Actanews.id – Kasus pengeroyokan yang menimpa salah satu siswa SMK Muhammadiyah 6 Rogojampi (Smuhero), Kabupaten Banyuwangi akhirnya mencapai titik terang. Berdasarkan penyelidikan, insiden tersebut diduga dipicu oleh dendam pribadi yang dilakukan oleh seorang alumni sekolah tersebut.

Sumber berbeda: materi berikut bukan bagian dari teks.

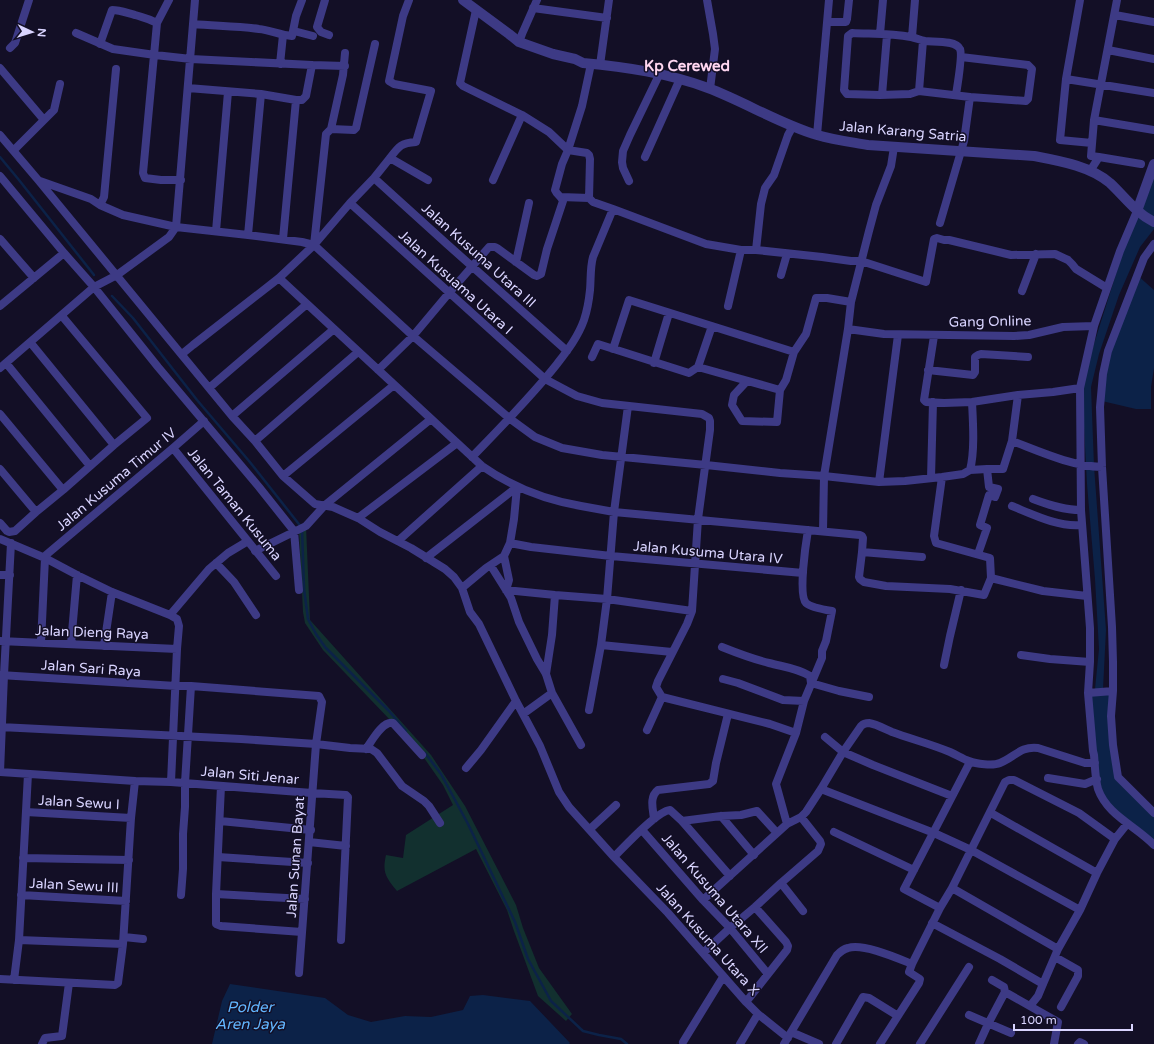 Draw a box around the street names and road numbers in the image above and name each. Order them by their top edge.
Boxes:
street label: Jalan Karang Satria [839,117,967,146]
street label: Jalan Kusuma Utara III [418,200,539,311]
street label: Jalan Kusuama Utara I [395,227,516,338]
street label: Gang Online [949,312,1032,331]
street label: Jalan Kusuma Timur IV [53,424,180,535]
street label: Jalan Taman Kusuma [184,445,285,564]
street label: Jalan Kusuma Utara IV [633,538,784,568]
street label: Jalan Dieng Raya [35,622,149,643]
street label: Jalan Sari Raya [41,657,141,680]
street label: Jalan Siti Jenar [200,763,300,788]
street label: Jalan Sewu I [38,792,120,813]
street label: Jalan Sunan Bayat [283,795,308,918]
street label: Jalan Kusuma Utara XII [658,830,772,956]
street label: Jalan Sewu III [29,875,119,896]
street label: Jalan Kusuma Utara X [653,879,763,999]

Komandan Kodim 0825/Banyuwangi, Letkol (Inf) Joko Sukoyo, membenarkan bahwa pengeroyokan tersebut terjadi di depan Poliwangi, Desa/Kecamatan Kabat. Meskipun demikian, ia menegaskan bahwa insiden tersebut terjadi di luar jam pertandingan futsal Dandim Cup 2024 yang tengah berlangsung.
“Pengeroyokan memang terjadi, namun peristiwanya di luar dari waktu pertandingan futsal,” ujar Letkol Joko Sukoyo, Selasa (17/9/2024). Ia juga menambahkan bahwa pihak Kodim 0825/Banyuwangi bersama dengan Polresta Banyuwangi telah melakukan pengawalan ketat terhadap rombongan siswa setelah pertandingan futsal berlangsung.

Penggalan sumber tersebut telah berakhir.